Metadata-Version: 2.4
Name: theme-extractor
Version: 0.2.0
Summary: Parse a corpus, manage it and extract themes from a corpus.
Project-URL: Homepage, https://github.com/Guillaume-Lombardo/theme-extractor
Project-URL: Repository, https://github.com/Guillaume-Lombardo/theme-extractor
Project-URL: Issues, https://github.com/Guillaume-Lombardo/theme-extractor/issues
License: # MIT License
        
        Copyright (c) 2026 Guillaume Lombardo
        
        Permission is hereby granted, free of charge, to any person obtaining a copy
        of this software and associated documentation files (the "Software"), to deal
        in the Software without restriction, including without limitation the rights
        to use, copy, modify, merge, publish, distribute, sublicense, and/or sell
        copies of the Software, and to permit persons to whom the Software is
        furnished to do so, subject to the following conditions:
        
        The above copyright notice and this permission notice shall be included in all
        copies or substantial portions of the Software.
        
        THE SOFTWARE IS PROVIDED "AS IS", WITHOUT WARRANTY OF ANY KIND, EXPRESS OR
        IMPLIED, INCLUDING BUT NOT LIMITED TO THE WARRANTIES OF MERCHANTABILITY,
        FITNESS FOR A PARTICULAR PURPOSE AND NONINFRINGEMENT. IN NO EVENT SHALL THE
        AUTHORS OR COPYRIGHT HOLDERS BE LIABLE FOR ANY CLAIM, DAMAGES OR OTHER
        LIABILITY, WHETHER IN AN ACTION OF CONTRACT, TORT OR OTHERWISE, ARISING FROM,
        OUT OF OR IN CONNECTION WITH THE SOFTWARE OR THE USE OR OTHER DEALINGS IN THE
        SOFTWARE.
License-File: LICENSE.md
Keywords: BERTopics,cli,corpus management,elasticsearch,keyBERT,llm,opensearch,python,sentence-transformers,text analysis,theme extraction
Classifier: Development Status :: 3 - Alpha
Classifier: Environment :: Console
Classifier: Intended Audience :: Developers
Classifier: License :: OSI Approved :: MIT License
Classifier: Programming Language :: Python :: 3
Classifier: Programming Language :: Python :: 3.13
Classifier: Topic :: Software Development :: Build Tools
Classifier: Topic :: Text Processing :: Markup
Requires-Python: >=3.13
Requires-Dist: httpx>=0.28.1
Requires-Dist: numpy>=2.0.0
Requires-Dist: pydantic-settings>=2.12.0
Requires-Dist: pydantic>=2.12.0
Requires-Dist: pyyaml>=6.0.3
Requires-Dist: scikit-learn>=1.3.0
Requires-Dist: structlog>=25.5.0
Description-Content-Type: text/markdown

# theme-extractor

Python toolkit to compare theme/topic extraction strategies on the same corpus, with:

- one unified CLI
- one unified JSON output schema
- offline-first execution options
- Elasticsearch/OpenSearch backend support

## Why this project

`theme-extractor` helps you answer one practical question:
"Which extraction strategy works best for my corpus and constraints?"
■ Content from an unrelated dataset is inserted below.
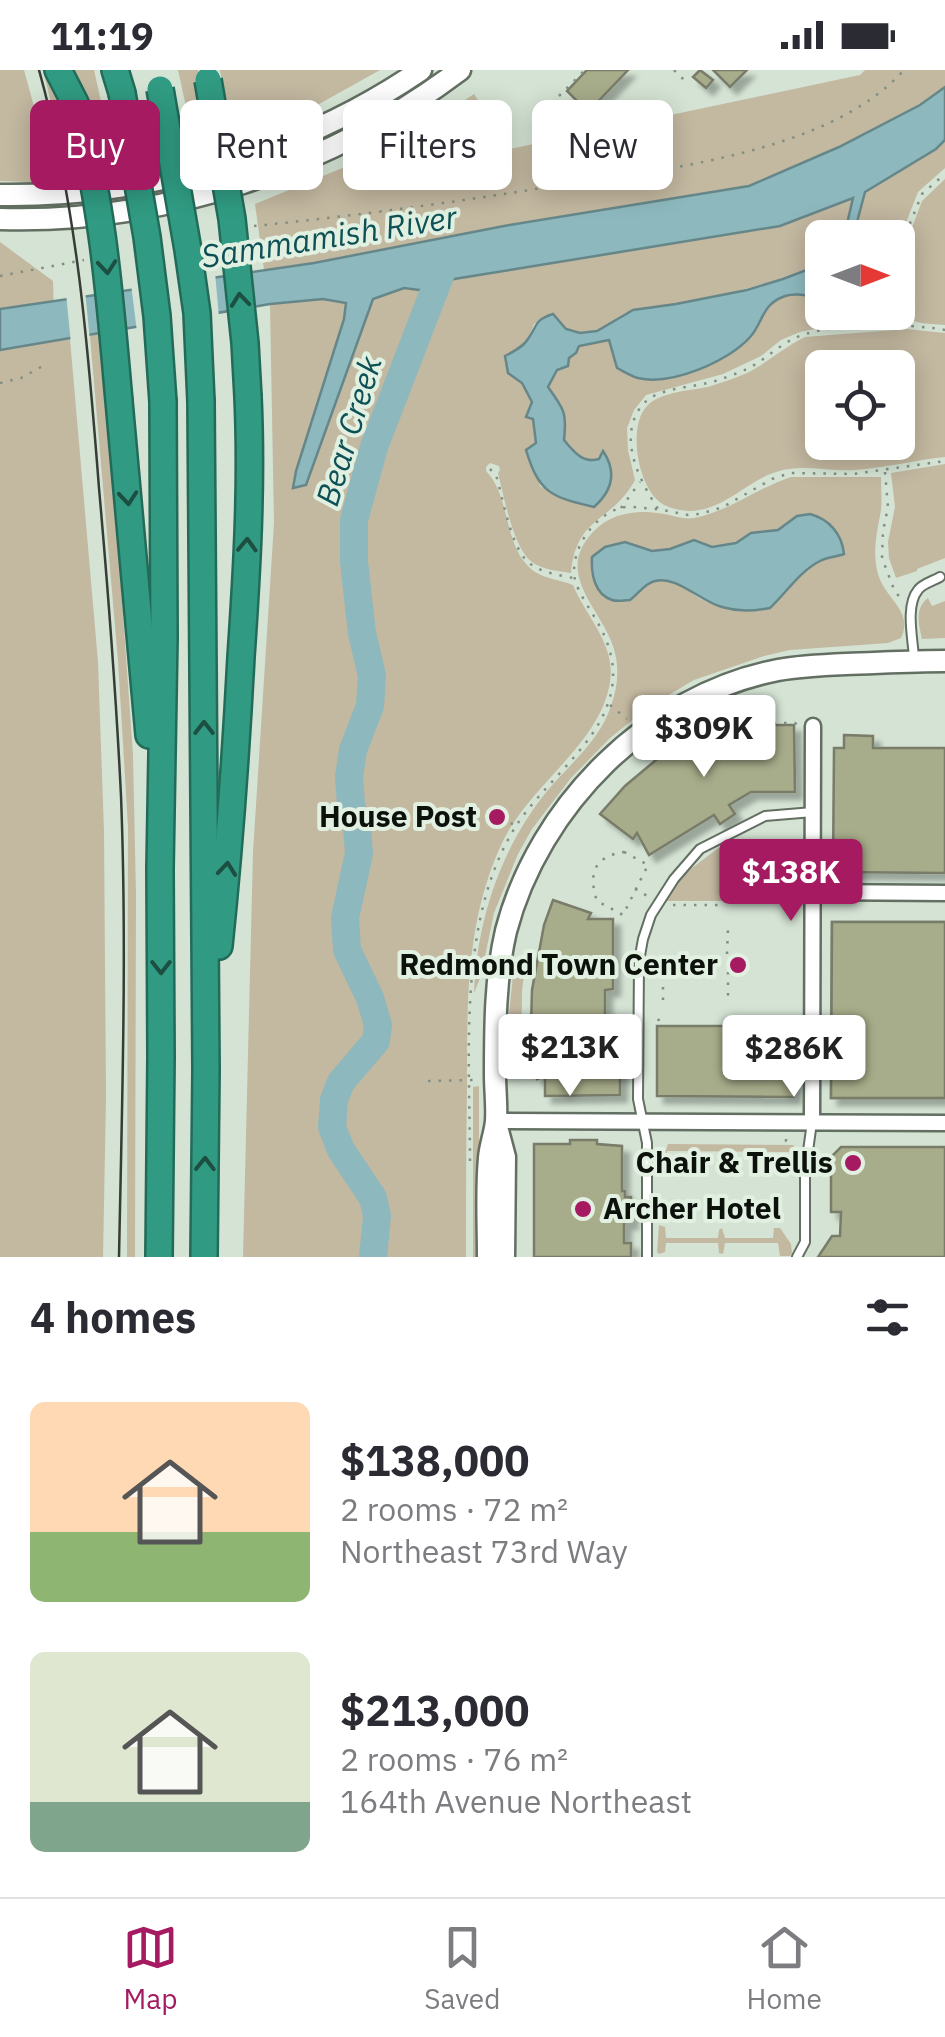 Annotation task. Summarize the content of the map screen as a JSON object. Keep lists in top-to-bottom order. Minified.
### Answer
{"water":["Sammamish River","Bear Creek"],"places":["House Post","Redmond Town Center","Chair & Trellis","Archer Hotel"],"north":"right","page":{"status":"11:19","chip":["Buy","Rent","Filters","New"],"price":["$309K","$138K","$213K","$286K"],"heading":"4 homes","list":[{"name":"$138,000","note":"2 rooms · 72 m² · Northeast 73rd Way"},{"name":"$213,000","note":"2 rooms · 76 m² · 164th Avenue Northeast"}],"tabs":["Map","Saved","Home"]}} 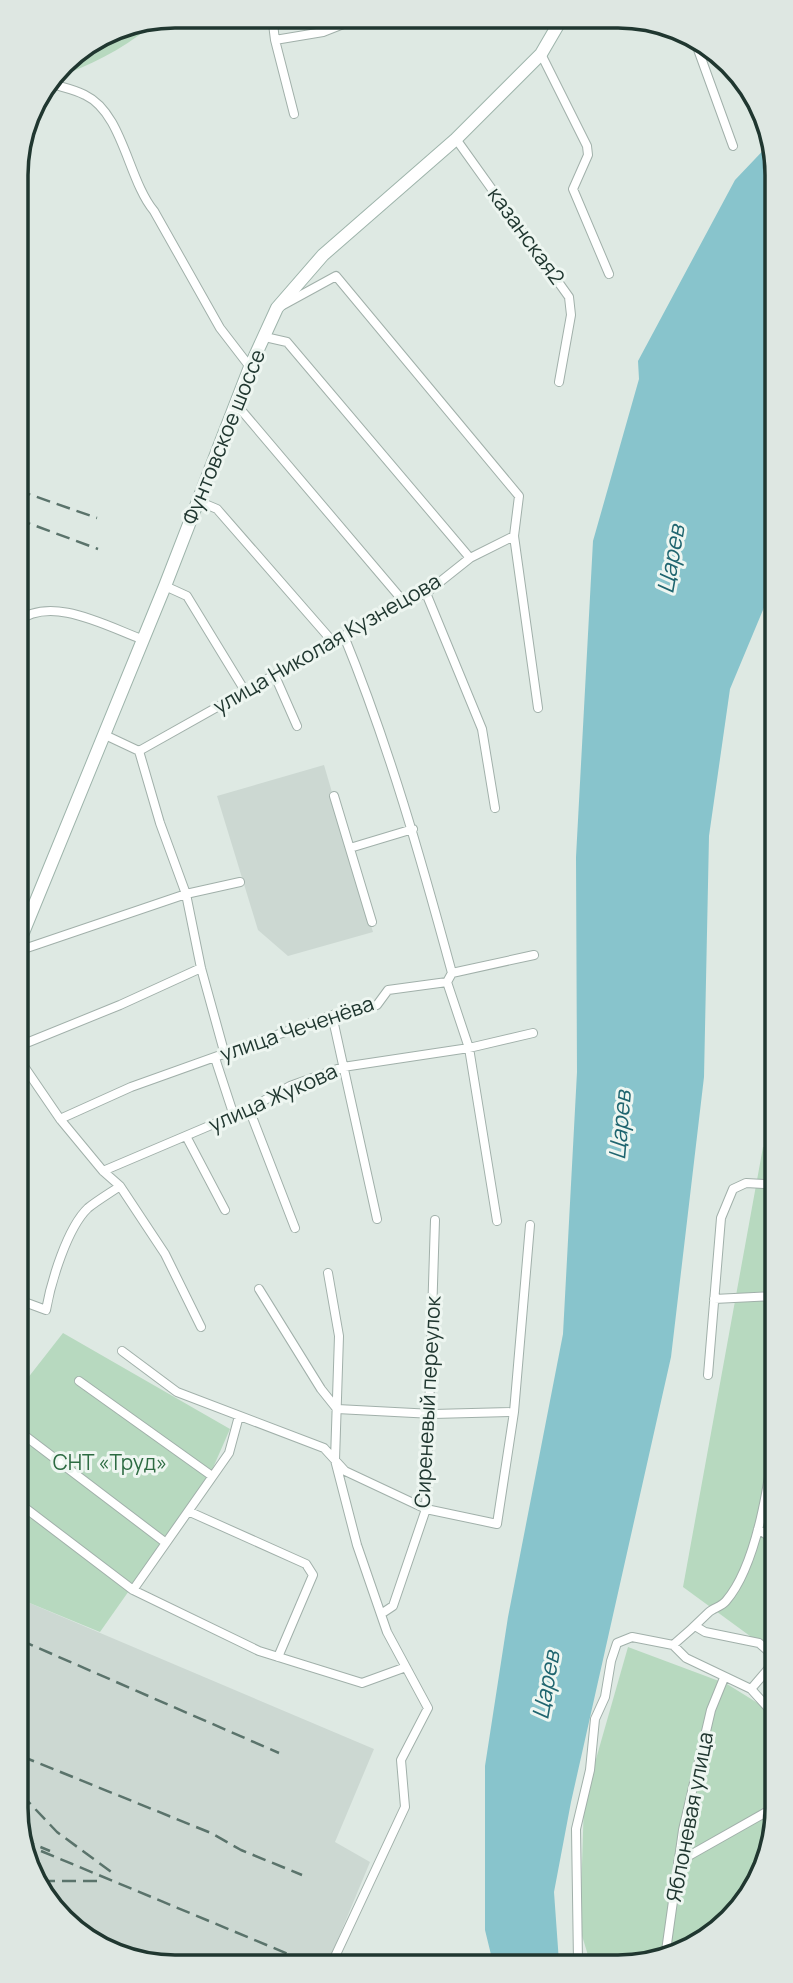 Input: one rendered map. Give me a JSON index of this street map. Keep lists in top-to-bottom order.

It lets you run baseline lexical methods, embedding-based methods, and LLM-assisted methods with consistent outputs for easier comparison.

## Core Commands

- `theme-extractor ingest`
- `theme-extractor extract`
- `theme-extractor benchmark`
- `theme-extractor evaluate`
- `theme-extractor report`
- `theme-extractor doctor`

## Quickstart

Prerequisite: start one backend first (local Docker guide: [`/howto/docker-local.md`](howto/docker-local.md)).

```bash
uv sync --group elasticsearch
uv sync --group ingestion
uv run theme-extractor doctor --output data/out/doctor.json
uv run theme-extractor ingest --input data/raw --output data/out/ingest.json
uv run theme-extractor ingest \
  --input data/raw \
  --reset-index \
  --index-backend \
  --cleaning-options all \
  --default-stopwords \
  --manual-stopwords "de,le,la,the,and,of" \
  --output data/out/ingest_indexed.json
uv run theme-extractor benchmark \
  --methods baseline_tfidf,terms,significant_terms,keybert,bertopic \
  --backend elasticsearch \
  --backend-url http://localhost:9200 \
  --index theme_extractor \
  --focus both \
  --output data/out/benchmark.json
uv run theme-extractor evaluate \
  --input data/out/benchmark.json \
  --output data/out/evaluation.json
uv run theme-extractor report \
  --input data/out/benchmark.json \
  --output data/out/report_benchmark.md
```

`ingest` always generates a local JSON QA payload; with `--index-backend`, it also indexes cleaned/filtered text into Elasticsearch/OpenSearch.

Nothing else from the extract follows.